**Aim of the exercise:** From the entries provided below, copy each line that contains the word "controls".

· · · ·

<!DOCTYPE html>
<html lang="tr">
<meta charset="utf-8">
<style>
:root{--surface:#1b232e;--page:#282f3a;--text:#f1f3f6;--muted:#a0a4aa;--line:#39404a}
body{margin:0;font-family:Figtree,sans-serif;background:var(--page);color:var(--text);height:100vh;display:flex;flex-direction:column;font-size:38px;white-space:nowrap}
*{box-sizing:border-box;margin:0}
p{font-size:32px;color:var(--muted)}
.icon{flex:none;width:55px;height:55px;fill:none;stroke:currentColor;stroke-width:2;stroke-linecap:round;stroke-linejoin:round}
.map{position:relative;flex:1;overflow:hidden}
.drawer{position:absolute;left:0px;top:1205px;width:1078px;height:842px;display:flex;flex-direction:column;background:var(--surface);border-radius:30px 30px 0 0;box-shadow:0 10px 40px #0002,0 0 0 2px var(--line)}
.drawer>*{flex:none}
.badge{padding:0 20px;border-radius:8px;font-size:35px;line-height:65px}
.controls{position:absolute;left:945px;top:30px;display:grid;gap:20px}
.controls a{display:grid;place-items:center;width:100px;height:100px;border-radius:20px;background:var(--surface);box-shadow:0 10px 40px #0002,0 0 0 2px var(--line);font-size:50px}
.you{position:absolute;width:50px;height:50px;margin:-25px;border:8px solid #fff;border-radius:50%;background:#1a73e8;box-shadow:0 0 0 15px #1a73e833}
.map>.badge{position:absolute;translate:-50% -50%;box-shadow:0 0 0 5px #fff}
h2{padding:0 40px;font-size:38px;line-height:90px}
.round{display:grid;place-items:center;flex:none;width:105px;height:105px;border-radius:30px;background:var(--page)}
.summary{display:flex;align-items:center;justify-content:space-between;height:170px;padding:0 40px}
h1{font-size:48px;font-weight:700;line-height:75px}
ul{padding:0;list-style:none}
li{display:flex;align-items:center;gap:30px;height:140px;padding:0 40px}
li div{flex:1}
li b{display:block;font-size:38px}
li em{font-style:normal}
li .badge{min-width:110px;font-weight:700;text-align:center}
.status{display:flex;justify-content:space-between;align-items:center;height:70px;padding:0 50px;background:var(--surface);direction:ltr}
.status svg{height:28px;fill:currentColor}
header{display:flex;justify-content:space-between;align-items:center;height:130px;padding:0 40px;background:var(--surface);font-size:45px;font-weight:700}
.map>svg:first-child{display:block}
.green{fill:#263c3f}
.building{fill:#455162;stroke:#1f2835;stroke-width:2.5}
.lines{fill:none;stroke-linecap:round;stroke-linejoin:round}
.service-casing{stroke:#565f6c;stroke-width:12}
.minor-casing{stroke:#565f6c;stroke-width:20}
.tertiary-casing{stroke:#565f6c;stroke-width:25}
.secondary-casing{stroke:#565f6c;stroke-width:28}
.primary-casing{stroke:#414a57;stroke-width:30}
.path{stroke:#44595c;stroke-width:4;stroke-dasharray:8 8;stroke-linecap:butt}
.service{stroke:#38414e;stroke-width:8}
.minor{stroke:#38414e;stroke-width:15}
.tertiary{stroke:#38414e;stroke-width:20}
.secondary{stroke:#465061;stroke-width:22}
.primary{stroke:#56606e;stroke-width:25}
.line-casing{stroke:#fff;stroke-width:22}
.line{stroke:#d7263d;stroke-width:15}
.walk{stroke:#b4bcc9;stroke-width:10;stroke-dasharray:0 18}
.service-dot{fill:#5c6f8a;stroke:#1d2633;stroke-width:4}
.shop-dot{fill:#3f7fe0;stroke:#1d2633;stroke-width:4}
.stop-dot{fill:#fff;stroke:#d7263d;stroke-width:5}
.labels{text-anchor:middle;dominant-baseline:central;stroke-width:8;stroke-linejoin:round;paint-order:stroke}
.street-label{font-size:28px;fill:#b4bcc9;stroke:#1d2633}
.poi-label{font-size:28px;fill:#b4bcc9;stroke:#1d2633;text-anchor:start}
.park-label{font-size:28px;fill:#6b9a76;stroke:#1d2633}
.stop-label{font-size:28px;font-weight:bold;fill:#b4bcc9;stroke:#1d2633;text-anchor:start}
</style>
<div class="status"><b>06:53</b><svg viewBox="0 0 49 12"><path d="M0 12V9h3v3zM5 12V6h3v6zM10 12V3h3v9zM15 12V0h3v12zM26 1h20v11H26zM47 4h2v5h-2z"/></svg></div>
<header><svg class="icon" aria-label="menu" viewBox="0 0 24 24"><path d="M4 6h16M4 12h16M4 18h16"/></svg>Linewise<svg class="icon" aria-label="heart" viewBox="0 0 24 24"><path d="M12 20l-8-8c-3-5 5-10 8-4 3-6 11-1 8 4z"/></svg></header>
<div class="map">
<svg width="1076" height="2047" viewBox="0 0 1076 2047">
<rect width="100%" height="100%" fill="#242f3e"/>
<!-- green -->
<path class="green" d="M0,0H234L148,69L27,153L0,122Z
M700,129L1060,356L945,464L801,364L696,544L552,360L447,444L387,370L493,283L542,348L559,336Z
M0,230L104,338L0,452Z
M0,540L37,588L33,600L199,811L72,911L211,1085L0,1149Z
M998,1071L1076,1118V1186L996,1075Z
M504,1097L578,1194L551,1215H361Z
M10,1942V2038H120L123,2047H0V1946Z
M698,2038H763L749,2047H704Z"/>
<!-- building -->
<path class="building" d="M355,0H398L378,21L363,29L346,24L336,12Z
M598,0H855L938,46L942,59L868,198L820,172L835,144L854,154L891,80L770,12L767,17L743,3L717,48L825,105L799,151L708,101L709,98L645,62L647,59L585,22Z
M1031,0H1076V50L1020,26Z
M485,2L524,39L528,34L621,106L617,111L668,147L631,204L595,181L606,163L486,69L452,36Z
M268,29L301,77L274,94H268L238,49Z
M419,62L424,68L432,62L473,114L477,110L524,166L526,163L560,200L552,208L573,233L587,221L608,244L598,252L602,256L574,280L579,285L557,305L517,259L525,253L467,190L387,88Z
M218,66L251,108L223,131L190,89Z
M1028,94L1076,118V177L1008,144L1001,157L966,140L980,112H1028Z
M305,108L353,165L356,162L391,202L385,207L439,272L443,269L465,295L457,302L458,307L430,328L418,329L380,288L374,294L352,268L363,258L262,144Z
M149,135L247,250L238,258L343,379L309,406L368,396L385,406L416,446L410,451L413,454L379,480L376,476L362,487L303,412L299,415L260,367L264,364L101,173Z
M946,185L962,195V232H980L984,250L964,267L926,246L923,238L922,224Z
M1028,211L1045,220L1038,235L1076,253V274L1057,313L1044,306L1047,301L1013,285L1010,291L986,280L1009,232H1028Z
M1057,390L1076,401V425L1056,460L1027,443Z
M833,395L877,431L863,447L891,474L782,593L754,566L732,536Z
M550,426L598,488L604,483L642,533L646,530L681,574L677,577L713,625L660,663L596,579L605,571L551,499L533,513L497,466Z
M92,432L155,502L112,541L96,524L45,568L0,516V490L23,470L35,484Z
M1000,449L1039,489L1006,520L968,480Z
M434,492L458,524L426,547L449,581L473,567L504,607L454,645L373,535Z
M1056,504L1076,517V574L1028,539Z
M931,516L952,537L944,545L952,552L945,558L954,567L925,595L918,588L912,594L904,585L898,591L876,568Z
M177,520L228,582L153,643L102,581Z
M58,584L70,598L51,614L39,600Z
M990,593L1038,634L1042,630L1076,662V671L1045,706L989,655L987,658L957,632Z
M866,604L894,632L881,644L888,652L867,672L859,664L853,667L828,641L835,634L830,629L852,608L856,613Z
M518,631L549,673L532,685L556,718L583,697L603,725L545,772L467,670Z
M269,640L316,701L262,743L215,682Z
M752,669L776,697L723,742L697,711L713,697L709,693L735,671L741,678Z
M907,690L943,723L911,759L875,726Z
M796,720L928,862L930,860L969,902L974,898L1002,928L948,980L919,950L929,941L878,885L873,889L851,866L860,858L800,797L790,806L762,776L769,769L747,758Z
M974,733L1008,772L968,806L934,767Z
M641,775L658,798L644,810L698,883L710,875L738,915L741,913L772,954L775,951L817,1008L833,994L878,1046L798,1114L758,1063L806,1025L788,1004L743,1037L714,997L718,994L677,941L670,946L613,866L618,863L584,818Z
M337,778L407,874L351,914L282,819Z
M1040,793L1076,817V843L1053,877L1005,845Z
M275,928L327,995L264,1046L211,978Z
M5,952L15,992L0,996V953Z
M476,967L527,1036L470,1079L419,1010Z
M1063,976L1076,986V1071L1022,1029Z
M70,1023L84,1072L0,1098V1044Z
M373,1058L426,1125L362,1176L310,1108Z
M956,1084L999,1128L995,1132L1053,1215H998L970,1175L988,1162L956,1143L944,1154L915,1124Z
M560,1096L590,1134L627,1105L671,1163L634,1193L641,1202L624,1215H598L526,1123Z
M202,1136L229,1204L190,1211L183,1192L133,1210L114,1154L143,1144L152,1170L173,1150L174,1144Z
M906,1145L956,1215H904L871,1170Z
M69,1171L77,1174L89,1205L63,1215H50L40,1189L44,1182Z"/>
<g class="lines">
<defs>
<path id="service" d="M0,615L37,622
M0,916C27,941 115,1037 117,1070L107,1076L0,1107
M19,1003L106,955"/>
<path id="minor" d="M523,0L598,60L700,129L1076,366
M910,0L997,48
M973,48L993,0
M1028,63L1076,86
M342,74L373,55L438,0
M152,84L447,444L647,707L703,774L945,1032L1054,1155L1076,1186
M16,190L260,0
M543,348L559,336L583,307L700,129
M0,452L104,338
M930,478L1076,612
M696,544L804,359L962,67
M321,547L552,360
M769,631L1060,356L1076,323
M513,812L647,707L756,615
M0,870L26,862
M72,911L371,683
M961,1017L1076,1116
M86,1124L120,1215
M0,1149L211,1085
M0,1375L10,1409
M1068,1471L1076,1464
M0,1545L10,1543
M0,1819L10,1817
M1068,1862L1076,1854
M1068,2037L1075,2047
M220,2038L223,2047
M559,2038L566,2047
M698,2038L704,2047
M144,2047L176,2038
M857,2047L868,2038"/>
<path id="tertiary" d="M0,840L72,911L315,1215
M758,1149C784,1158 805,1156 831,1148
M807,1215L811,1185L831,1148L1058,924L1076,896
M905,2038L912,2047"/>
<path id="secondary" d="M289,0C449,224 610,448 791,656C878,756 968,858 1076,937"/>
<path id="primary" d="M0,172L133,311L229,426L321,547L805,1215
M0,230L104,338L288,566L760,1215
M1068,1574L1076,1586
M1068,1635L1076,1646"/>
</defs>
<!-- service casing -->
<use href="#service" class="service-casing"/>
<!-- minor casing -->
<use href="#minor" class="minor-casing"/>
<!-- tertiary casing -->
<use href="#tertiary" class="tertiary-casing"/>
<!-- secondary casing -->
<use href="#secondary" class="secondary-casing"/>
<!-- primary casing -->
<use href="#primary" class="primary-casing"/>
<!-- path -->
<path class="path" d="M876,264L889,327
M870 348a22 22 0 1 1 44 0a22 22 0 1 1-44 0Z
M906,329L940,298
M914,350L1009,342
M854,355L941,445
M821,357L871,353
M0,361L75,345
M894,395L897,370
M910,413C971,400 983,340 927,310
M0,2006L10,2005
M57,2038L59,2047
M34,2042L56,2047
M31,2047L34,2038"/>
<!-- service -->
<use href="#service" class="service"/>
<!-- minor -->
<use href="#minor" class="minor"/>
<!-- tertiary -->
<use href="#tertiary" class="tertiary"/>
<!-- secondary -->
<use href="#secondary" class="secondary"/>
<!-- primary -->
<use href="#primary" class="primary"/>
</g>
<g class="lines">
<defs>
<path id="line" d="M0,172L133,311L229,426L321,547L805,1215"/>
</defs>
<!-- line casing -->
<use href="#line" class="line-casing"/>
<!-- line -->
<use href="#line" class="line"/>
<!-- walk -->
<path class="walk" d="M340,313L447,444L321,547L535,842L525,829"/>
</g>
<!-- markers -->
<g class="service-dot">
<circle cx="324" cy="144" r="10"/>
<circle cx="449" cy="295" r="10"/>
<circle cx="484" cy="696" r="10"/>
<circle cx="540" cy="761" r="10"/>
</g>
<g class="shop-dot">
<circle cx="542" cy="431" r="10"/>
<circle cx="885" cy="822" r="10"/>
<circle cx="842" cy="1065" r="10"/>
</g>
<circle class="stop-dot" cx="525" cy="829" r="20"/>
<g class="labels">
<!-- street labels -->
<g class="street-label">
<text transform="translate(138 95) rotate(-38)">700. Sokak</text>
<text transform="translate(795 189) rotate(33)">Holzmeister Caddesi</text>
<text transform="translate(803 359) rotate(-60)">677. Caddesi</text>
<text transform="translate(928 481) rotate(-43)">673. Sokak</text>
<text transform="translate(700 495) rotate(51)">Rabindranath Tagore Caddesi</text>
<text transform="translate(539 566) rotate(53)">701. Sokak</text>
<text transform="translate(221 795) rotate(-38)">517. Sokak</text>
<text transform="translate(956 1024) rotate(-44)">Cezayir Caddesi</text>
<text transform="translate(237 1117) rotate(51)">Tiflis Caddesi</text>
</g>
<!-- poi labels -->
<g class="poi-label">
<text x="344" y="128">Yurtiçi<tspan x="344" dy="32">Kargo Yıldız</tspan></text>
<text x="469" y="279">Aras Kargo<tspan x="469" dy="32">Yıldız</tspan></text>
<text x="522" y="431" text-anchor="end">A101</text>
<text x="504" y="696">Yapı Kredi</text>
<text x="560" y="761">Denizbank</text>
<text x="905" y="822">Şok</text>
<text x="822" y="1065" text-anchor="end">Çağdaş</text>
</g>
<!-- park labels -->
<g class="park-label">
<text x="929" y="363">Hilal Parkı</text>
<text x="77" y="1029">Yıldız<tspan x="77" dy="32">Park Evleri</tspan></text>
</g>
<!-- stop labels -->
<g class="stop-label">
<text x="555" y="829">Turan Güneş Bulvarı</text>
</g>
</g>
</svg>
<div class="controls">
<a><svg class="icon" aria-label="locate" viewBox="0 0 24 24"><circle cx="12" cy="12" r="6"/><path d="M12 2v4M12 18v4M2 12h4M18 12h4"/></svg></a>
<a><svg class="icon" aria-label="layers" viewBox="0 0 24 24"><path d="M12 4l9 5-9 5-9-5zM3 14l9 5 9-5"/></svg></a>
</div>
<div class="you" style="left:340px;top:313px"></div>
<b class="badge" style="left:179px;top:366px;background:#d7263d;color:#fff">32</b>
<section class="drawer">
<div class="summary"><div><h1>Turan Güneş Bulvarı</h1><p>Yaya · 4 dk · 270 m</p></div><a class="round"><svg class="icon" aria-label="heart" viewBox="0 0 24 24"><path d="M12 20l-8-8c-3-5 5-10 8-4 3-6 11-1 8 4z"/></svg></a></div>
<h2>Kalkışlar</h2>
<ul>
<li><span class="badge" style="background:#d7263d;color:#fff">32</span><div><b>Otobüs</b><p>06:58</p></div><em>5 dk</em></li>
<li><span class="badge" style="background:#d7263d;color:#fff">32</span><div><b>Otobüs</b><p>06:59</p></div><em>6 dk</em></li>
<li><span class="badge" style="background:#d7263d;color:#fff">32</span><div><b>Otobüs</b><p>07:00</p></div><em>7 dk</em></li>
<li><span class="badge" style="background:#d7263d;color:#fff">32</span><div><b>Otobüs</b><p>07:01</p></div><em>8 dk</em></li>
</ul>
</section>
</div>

· · · ·

**Expected answer:**
.controls{position:absolute;left:945px;top:30px;display:grid;gap:20px}
.controls a{display:grid;place-items:center;width:100px;height:100px;border-radius:20px;background:var(--surface);box-shadow:0 10px 40px #0002,0 0 0 2px var(--line);font-size:50px}
<div class="controls">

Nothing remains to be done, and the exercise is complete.